Question: My intonation is out after the 12th fret on my electric guitar can you help?
Answer: It sounds like the intonation has not been set up correctly, the most important thing is to ensure, that your open strings are tuned to pitch, if they are not then your intonation will be out from the beginning, so, you must ensure that these are tuned exactly to pitch. Also, has the string action height been set correctly, and is the bridge radius the same as the neck radius? These will all affect the intonation and playability. Now, on the basis that everything mentioned above has been done, you can set the intonation as follows: Fret at the 12th using your normal playing pressure and make sure you are not slightly bending the fretted string. If the note is flat; then you need to move the saddle forward reducing the scale length and turn the saddle screws anti-clockwise, if the note is sharp, you need to move the saddle back to increase the scale length you do this by turning the saddle screw clockwise, you must see the saddle moving, so it may take a couple of turns. NOTE, Loosen the string first before you do this and, flatten the note; retune to pitch. Once you are happy with the intonation at the 12th, it’s worthwhile doing the same at the 17th fret - especially if you play higher up. Special note: On Gibson/Epiphone, they do tend to play a little sharp so you will need to accept some slight variation with intonation, it is really a personal choice, however, my preference would be to have the intonation a little flat - just because it is easier to bend to pitch than to bend down, but I always try to get it as close to perfect as possible. If you have a PRS and the strings wrap around the bridge then you can adjust the intonation, by adjusting the screws, but you have to access them from the front and this can be a little awkward. If you have a bridge without individually adjustable saddles, then you have to adjust the bridge by moving it backward or forward… Better left to your local guitar tech guy/girl. likewise, if you have a Floyd Rose tremolo, they do give you a way to adjust them, but it is tricky.
TOP TIP: when looking at the saddles, the way they should look generally is the low E saddle is further back, the A moves forward, the D is forward of the A, and the G saddle drops back again because it is thicker than the core wire of the D, then the B moves forward and the high E moves forward of the B. So, you have 3 at an angle and 3 at an angle, so if you have saddles that are out of that orientation, it’s a good indicator that the guitar might need to be intonated.
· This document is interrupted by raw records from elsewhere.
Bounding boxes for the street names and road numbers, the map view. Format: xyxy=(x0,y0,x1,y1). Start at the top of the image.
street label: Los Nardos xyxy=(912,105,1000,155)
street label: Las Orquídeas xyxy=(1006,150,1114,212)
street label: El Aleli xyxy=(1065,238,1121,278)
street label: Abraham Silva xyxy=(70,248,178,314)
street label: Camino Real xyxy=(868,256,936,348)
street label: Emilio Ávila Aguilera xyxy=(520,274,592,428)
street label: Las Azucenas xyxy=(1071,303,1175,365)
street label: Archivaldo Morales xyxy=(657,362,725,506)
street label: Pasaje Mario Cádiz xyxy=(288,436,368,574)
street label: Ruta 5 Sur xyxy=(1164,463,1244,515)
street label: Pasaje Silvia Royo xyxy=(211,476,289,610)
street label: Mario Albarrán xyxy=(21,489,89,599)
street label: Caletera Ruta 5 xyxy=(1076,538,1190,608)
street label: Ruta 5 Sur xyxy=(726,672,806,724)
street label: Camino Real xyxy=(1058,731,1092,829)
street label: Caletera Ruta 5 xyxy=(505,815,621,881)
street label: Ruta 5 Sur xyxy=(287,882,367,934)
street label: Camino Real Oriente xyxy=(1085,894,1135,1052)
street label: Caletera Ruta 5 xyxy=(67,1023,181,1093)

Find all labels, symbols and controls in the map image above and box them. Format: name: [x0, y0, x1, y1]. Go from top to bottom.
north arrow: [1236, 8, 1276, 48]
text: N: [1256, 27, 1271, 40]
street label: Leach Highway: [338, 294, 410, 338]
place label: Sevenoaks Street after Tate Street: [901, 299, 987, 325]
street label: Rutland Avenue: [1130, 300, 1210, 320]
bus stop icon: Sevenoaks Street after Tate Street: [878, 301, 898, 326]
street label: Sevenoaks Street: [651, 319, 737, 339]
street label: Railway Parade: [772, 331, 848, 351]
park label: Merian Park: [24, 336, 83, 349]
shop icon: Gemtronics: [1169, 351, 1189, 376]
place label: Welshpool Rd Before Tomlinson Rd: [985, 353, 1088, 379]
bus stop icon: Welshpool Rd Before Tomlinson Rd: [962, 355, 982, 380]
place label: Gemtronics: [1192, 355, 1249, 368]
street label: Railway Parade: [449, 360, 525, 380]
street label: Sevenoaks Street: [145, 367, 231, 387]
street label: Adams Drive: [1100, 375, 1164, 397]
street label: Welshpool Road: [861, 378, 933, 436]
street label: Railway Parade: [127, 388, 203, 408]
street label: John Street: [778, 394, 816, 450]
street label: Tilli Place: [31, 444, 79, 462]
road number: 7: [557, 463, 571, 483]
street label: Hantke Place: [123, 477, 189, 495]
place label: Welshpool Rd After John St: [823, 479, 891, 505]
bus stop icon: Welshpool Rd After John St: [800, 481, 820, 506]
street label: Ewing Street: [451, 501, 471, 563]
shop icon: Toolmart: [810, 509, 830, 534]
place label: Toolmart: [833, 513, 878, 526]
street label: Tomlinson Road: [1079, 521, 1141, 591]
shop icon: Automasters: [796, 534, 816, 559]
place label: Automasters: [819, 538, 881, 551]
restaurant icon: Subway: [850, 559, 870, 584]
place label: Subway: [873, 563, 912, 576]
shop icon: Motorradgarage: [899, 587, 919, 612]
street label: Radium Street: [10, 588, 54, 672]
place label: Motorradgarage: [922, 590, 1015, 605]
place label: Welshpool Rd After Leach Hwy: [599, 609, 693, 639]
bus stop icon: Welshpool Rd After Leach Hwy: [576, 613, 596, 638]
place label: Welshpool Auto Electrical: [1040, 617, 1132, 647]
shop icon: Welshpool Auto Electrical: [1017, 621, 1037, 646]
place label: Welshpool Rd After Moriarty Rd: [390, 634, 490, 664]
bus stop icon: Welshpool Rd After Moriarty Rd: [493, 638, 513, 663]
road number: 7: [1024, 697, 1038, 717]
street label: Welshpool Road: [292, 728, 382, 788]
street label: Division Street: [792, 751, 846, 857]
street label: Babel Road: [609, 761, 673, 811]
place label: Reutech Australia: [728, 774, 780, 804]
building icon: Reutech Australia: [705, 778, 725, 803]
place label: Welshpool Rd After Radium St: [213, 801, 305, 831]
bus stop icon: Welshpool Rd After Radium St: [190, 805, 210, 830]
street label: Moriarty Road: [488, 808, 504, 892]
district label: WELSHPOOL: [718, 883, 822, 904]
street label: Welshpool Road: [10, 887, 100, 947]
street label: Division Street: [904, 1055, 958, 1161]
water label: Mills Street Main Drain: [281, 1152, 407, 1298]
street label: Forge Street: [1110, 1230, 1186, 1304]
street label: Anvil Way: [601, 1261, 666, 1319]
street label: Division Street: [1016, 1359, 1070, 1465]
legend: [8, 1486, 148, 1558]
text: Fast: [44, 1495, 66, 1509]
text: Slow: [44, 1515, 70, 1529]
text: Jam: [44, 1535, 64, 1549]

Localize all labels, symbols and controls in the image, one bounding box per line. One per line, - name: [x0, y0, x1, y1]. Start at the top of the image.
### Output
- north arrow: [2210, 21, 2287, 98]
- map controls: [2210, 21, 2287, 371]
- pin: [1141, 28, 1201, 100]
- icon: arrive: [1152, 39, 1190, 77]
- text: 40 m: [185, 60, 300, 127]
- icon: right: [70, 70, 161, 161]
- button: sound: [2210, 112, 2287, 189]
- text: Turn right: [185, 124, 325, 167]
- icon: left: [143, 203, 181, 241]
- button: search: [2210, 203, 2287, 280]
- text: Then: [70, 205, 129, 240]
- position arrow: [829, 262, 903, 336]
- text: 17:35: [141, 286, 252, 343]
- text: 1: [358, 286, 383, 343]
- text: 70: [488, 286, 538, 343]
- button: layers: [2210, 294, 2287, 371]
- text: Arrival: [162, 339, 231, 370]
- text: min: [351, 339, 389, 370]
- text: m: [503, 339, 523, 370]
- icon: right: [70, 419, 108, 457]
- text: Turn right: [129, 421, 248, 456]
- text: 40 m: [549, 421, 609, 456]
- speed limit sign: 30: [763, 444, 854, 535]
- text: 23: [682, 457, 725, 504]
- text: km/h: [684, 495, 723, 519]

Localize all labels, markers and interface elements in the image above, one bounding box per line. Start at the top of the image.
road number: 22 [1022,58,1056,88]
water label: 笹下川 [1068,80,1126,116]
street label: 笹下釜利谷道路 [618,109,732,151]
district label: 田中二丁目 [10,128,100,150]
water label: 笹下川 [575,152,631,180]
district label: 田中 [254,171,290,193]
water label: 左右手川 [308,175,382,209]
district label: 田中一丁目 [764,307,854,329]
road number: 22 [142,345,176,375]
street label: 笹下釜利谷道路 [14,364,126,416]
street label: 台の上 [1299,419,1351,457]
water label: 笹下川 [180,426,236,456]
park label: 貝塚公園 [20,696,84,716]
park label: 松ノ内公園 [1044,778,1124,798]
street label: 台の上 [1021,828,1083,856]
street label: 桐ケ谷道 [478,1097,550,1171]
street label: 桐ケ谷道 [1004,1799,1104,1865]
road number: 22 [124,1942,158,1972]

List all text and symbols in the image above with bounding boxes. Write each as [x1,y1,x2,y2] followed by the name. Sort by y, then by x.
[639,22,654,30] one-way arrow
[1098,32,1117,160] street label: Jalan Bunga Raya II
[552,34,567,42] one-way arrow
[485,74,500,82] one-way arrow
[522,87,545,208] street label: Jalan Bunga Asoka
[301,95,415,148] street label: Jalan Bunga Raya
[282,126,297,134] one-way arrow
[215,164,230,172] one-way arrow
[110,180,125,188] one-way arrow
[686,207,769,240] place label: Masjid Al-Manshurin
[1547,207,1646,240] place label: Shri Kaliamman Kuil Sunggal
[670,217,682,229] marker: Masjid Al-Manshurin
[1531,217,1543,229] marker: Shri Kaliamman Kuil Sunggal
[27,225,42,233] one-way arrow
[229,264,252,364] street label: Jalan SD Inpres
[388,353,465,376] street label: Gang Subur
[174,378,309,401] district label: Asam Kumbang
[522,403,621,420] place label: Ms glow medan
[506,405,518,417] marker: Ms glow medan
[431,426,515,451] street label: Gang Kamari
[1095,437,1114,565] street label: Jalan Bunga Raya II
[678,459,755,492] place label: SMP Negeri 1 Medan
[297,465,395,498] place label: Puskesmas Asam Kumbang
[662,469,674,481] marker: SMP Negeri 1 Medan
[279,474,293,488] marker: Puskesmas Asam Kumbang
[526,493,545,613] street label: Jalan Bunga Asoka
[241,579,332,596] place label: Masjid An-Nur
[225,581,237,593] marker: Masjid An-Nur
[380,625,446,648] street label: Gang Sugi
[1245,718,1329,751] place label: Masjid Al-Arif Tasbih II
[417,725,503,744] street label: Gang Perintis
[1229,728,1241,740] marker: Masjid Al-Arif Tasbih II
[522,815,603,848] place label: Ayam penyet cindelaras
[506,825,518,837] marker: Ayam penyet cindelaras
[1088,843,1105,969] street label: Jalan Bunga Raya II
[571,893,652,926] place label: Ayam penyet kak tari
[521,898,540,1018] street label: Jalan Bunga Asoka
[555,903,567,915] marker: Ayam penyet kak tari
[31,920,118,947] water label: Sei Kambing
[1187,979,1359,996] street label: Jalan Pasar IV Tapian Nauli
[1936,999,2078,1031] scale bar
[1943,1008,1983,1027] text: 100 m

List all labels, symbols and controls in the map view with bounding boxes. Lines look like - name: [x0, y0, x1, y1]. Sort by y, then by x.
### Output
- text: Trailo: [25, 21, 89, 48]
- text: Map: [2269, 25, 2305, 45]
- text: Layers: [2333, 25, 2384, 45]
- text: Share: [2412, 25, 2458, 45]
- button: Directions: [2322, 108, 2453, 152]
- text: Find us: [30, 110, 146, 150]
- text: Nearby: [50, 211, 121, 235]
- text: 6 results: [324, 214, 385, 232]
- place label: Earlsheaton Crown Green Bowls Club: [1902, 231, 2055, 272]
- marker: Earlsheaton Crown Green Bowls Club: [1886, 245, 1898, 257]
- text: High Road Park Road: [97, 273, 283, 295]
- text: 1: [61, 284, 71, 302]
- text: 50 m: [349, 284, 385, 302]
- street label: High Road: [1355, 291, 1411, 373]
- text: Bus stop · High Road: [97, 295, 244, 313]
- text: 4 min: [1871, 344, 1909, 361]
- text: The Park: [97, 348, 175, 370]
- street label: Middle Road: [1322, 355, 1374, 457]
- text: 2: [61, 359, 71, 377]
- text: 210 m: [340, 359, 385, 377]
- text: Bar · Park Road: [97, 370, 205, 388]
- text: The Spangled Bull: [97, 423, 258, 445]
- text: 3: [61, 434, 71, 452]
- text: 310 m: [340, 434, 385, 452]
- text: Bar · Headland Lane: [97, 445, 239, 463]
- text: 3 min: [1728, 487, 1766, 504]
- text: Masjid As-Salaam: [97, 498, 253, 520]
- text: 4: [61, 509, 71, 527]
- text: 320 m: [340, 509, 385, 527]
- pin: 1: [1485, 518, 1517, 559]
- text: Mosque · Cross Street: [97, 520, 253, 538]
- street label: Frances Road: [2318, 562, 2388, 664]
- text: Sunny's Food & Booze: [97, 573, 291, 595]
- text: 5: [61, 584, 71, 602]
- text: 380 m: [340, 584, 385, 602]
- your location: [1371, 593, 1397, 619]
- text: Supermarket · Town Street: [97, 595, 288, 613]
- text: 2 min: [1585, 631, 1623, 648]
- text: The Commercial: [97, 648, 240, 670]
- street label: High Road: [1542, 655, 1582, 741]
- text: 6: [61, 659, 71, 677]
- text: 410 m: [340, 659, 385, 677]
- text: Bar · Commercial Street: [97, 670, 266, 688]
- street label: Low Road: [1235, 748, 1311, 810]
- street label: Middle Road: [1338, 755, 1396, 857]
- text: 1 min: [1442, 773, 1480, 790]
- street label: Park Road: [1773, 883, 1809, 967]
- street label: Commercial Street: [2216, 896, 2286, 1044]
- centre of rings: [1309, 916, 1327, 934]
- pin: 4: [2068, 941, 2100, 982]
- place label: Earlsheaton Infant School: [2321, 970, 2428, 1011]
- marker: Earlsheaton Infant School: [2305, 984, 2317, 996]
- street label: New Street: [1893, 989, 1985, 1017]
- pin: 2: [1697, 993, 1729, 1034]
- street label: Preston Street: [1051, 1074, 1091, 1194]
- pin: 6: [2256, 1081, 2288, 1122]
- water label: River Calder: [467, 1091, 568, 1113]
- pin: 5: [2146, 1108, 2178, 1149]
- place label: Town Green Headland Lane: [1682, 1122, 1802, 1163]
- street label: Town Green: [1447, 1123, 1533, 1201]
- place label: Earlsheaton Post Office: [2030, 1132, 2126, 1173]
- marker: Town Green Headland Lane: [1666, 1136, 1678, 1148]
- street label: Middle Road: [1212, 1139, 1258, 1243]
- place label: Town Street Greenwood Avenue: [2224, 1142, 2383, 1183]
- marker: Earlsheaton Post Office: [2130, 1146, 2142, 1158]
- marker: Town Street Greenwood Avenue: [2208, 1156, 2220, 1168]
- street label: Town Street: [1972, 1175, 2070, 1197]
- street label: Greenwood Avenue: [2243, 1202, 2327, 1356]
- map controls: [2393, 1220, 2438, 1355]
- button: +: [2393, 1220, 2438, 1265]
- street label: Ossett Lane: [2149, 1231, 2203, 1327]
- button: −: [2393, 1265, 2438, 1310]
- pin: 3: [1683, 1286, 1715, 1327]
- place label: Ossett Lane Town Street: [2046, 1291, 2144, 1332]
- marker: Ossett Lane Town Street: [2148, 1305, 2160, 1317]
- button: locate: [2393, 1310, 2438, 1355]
Question: the saddle on my squier strat lifts when I bend a string so the notes are out of tune can I put a block in the saddle?
Answer: Yes you can, however, the main reason is that the tremolo setup is wrong! quite simply, and you can adjust the tremolo setup yourself, let’s take a look at how you can do it: You can either have it flat to the body or have it floating, and there is a range in between, so, if you don’t want to use it, then remove the back cover and tighten the claw until it pulls the tremolo flat to the body, then re-tune to pitch, now bend your strings as in the normal playing position, and see if the tremolo starts to lift if it does, then you need to loosen the 6 screws at the front of the plate by 1 turn, at this point, you should see some clearance between the plate and the bottom of the screw head, this is normal. now re-tune to pitch, and bend your strings as normal, once the tremolo does not move, you are good to go, this may take a bit of repetition as you may have to adjust the claw screws again. Just remember that the string tension is pulling against the spring tension. Now, if you still want to use the tremolo, just for “dives” then again do the adjustments mentioned earlier keeping the tremolo flat to the body, this will incur loosening the claw screws…If you are not happy doing it yourself then as always take it to your local guitar tech.